> Problem
Filter the entries and keep only the lines where the string "Task" appears.

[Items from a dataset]
***

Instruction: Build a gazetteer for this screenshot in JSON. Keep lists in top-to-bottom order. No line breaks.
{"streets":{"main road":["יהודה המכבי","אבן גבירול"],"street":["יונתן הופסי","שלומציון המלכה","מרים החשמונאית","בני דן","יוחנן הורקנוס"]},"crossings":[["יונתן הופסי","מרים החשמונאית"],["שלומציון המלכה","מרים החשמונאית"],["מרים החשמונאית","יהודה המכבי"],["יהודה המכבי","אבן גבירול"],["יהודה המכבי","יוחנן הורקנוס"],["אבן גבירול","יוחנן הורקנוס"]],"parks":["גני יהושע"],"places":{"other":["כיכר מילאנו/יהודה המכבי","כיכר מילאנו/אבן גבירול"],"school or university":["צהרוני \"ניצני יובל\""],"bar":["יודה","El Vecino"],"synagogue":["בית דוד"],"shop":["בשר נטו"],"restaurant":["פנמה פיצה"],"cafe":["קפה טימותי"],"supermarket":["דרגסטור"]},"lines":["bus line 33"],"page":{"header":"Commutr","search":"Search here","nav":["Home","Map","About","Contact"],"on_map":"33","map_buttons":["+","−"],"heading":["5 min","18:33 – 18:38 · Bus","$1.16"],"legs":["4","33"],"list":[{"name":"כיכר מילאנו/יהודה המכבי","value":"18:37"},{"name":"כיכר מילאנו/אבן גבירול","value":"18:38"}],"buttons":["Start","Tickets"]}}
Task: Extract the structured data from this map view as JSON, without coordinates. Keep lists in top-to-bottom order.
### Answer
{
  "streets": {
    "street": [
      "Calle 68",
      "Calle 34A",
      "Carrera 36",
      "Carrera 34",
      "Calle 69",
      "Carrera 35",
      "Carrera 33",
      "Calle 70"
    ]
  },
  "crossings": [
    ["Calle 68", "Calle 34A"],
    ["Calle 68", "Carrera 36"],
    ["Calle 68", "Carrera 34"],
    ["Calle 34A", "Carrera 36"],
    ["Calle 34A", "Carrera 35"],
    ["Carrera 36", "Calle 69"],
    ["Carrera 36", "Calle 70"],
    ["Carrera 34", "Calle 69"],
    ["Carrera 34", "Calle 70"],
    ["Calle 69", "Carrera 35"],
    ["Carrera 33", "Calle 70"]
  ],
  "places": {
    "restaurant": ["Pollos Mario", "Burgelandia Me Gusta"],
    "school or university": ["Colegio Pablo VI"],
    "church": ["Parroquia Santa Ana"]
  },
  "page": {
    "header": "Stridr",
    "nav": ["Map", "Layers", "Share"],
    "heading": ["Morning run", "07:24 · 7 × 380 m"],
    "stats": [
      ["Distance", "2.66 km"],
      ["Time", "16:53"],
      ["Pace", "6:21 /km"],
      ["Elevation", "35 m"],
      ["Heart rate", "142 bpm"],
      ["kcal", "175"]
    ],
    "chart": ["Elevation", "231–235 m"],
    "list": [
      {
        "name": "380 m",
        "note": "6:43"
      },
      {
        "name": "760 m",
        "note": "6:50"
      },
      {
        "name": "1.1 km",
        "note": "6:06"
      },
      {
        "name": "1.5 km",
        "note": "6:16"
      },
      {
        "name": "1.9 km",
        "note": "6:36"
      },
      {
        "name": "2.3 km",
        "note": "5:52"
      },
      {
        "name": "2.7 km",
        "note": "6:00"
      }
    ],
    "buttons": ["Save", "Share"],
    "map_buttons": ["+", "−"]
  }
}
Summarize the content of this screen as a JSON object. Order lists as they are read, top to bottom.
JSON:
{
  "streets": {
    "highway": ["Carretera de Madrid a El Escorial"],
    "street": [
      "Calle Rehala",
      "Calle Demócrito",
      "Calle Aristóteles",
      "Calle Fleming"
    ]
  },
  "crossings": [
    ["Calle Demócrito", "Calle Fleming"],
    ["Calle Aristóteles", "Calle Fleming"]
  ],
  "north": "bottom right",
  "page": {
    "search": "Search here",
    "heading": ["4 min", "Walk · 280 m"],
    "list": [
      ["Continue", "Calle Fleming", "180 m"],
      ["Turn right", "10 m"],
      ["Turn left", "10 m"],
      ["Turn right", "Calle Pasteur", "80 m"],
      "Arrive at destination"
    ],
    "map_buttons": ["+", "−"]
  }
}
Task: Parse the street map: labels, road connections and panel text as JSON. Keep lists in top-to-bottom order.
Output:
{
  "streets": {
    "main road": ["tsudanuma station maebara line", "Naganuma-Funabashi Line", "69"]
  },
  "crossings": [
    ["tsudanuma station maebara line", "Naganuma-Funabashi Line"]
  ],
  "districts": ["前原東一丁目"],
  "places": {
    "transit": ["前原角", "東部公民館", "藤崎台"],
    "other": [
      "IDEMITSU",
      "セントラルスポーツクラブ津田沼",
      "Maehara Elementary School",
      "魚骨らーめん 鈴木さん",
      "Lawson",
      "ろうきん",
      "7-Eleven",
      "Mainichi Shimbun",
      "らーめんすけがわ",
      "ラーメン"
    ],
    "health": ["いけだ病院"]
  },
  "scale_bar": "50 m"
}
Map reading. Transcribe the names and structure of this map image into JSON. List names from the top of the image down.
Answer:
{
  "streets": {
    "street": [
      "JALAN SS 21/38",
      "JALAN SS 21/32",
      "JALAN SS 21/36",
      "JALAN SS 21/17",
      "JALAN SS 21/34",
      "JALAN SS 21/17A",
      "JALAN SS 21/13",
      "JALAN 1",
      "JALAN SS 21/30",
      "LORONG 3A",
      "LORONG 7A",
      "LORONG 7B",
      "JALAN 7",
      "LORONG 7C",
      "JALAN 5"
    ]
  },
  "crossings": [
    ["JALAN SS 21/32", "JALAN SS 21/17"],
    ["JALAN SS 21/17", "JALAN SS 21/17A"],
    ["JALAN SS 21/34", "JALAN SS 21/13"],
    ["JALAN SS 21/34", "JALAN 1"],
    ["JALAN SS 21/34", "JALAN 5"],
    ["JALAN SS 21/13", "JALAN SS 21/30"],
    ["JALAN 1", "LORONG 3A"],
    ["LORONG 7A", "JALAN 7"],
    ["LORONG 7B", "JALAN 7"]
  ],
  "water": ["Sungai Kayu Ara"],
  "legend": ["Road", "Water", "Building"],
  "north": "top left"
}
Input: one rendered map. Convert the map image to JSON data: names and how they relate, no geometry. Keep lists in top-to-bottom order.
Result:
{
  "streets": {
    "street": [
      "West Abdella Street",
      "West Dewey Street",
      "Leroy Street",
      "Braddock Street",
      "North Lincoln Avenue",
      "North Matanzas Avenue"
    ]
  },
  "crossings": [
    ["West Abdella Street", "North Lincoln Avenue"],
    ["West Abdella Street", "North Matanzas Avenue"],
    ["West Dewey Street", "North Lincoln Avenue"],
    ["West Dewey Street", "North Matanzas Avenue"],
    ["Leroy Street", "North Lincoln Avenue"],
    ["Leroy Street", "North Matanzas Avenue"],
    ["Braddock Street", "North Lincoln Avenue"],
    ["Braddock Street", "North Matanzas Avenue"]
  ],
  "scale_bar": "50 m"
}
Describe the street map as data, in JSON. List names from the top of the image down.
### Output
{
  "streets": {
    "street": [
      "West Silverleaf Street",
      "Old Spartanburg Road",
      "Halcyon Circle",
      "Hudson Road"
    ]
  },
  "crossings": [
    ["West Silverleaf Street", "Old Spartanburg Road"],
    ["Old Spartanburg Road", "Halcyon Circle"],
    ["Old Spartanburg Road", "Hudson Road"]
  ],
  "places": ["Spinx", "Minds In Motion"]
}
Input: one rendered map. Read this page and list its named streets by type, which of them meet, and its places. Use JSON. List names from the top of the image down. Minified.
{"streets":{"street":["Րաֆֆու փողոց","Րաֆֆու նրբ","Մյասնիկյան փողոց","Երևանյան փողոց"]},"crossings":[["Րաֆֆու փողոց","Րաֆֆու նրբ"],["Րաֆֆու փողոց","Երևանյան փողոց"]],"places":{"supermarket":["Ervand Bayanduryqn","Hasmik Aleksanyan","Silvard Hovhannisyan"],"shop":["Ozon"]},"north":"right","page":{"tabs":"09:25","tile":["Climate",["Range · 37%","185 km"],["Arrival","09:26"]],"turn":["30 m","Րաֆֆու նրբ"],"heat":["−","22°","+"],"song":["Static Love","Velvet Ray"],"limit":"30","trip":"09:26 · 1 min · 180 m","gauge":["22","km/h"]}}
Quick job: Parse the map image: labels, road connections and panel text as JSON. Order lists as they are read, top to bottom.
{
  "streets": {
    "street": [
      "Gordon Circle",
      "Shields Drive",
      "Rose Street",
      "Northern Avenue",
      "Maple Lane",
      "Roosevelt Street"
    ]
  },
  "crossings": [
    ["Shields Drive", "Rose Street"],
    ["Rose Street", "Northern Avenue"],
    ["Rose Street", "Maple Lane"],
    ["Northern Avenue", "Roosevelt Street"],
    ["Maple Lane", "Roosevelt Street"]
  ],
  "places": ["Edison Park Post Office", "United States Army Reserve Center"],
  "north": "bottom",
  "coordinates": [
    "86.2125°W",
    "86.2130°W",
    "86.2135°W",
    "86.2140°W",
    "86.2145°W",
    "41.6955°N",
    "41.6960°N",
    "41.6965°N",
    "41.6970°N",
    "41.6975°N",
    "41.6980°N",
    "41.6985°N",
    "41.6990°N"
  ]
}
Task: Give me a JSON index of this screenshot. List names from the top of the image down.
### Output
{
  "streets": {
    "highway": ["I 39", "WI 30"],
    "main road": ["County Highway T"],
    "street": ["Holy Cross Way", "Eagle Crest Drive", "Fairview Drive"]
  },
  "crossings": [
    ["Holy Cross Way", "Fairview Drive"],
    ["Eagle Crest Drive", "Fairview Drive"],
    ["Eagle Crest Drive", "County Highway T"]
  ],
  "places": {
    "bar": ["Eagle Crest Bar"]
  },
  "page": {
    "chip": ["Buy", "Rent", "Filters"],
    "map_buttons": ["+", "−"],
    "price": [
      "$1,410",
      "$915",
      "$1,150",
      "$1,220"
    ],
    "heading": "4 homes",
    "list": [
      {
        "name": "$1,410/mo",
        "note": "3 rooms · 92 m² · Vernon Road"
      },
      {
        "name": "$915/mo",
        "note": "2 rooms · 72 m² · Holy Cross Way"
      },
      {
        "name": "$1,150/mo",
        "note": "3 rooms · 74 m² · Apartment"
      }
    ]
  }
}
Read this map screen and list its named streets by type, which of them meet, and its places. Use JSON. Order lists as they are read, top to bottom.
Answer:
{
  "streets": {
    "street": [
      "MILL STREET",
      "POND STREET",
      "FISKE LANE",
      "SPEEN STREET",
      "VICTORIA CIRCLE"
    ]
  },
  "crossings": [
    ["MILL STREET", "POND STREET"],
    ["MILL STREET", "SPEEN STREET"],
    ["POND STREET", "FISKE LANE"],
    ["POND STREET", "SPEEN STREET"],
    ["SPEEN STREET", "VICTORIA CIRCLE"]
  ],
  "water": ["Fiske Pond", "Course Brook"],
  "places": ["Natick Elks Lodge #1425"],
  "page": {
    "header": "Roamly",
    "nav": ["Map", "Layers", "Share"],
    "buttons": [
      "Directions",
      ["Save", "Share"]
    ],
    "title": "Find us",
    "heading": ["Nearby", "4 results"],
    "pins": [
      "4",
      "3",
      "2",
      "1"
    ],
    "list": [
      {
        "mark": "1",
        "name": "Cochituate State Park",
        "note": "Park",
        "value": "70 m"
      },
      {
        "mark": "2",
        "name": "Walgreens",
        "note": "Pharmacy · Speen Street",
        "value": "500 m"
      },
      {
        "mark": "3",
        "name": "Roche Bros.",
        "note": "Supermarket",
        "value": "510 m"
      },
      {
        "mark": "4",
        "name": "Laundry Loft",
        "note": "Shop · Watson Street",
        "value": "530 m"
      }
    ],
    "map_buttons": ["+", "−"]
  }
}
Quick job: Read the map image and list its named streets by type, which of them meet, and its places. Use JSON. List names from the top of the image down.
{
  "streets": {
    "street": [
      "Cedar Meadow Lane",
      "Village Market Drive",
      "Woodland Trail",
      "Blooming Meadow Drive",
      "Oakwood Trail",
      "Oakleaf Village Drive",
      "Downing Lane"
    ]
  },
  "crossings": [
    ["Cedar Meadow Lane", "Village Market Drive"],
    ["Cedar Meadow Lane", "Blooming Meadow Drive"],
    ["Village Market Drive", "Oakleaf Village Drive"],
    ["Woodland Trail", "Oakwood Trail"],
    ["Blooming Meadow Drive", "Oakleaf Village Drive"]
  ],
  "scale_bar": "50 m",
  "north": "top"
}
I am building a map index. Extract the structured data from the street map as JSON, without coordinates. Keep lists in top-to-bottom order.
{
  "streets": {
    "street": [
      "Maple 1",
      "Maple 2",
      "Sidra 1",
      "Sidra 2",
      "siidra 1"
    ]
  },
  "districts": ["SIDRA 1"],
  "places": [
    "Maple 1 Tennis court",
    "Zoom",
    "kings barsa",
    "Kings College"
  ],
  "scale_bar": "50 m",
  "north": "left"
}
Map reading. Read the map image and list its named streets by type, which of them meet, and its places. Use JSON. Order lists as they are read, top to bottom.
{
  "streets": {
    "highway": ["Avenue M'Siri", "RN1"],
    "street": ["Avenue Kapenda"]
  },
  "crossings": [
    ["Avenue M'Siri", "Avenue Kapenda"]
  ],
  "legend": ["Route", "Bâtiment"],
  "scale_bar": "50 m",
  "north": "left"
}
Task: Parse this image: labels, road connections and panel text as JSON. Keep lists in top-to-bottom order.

***

> Exercise result
Task: Extract the structured data from this map view as JSON, without coordinates. Keep lists in top-to-bottom order.
Task: Parse the street map: labels, road connections and panel text as JSON. Keep lists in top-to-bottom order.
Task: Give me a JSON index of this screenshot. List names from the top of the image down.
Task: Parse this image: labels, road connections and panel text as JSON. Keep lists in top-to-bottom order.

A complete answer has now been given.